Page:The Forest Sanctuary.pdf/98

This page has been proofread, but needs to be validated.
92
NOTES.



    Note 3, page 8, line 10.
    I see an oak before me, &c.

    "I recollect hearing a traveller, of poetical temperament, expressing the kind of horror which he felt on beholding, on the banks of the Missouri, an oak of prodigious size, which had been in a manner overpowered by an enormous wild grape-vine. The vine had clasped its huge folds round the trunk, and from thence had wound about every branch and twig, until the mighty tree had withered in its embrace. It seemed like Laocoon struggling ineffectually in the hideous coils of the monster Python."—Bracebridge Hall. Chapter on Forest Trees.

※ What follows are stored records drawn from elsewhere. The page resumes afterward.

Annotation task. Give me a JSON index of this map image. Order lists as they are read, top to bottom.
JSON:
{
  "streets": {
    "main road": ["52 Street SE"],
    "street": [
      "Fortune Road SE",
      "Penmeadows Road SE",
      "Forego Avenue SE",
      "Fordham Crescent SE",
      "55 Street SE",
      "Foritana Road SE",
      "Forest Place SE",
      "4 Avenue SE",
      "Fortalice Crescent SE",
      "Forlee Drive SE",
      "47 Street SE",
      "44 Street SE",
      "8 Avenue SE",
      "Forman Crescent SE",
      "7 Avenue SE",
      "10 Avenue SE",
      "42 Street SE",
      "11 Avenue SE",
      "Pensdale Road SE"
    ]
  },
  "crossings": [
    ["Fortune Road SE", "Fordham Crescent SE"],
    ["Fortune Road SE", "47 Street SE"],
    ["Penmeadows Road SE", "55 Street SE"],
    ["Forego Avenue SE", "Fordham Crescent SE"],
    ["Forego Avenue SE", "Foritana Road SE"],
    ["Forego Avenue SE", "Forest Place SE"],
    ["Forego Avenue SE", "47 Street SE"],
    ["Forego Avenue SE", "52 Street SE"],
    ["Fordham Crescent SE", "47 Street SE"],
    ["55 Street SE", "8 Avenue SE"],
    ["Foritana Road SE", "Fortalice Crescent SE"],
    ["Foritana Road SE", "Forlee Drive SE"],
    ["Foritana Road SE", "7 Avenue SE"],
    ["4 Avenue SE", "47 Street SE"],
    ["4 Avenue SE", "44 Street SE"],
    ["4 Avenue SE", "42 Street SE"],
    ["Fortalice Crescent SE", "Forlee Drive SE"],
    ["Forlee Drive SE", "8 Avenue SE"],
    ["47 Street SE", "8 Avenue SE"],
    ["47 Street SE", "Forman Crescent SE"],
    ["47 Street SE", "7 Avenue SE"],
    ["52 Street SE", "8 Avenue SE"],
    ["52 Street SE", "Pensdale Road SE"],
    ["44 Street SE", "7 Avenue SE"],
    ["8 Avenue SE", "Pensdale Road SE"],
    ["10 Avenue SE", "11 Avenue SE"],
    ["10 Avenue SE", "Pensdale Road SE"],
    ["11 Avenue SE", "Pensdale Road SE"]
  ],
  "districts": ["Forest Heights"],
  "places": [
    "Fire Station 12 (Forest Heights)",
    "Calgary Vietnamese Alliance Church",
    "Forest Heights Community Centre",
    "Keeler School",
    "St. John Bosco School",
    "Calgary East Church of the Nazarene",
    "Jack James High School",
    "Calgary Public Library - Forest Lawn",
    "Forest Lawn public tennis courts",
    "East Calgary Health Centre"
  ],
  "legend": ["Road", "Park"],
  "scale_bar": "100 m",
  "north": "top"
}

    Note 4, page 15, lines 10, 11, 12.

    Thou hast perish'd
    More nobly far, my Alvar!—making known
    The might of truth.

    For a most interesting account of the Spanish Protestants, and the heroic devotion with which they met the spirit of persecution in the sixteenth century, see the Quarterly Review, No. 57, art. Quin's Visit to Spain.

    Note 5, page 18, lines 10, 11, 12.

    I look'd on two,
    Following his footsteps to the same dread place,
    For the same guilt—his sisters!—

    "A priest, named Gonzalez, had, among other proselytes, gained over two young females, his sisters, to the protestant faith. All three were confined in the dungeons of the Inquisition.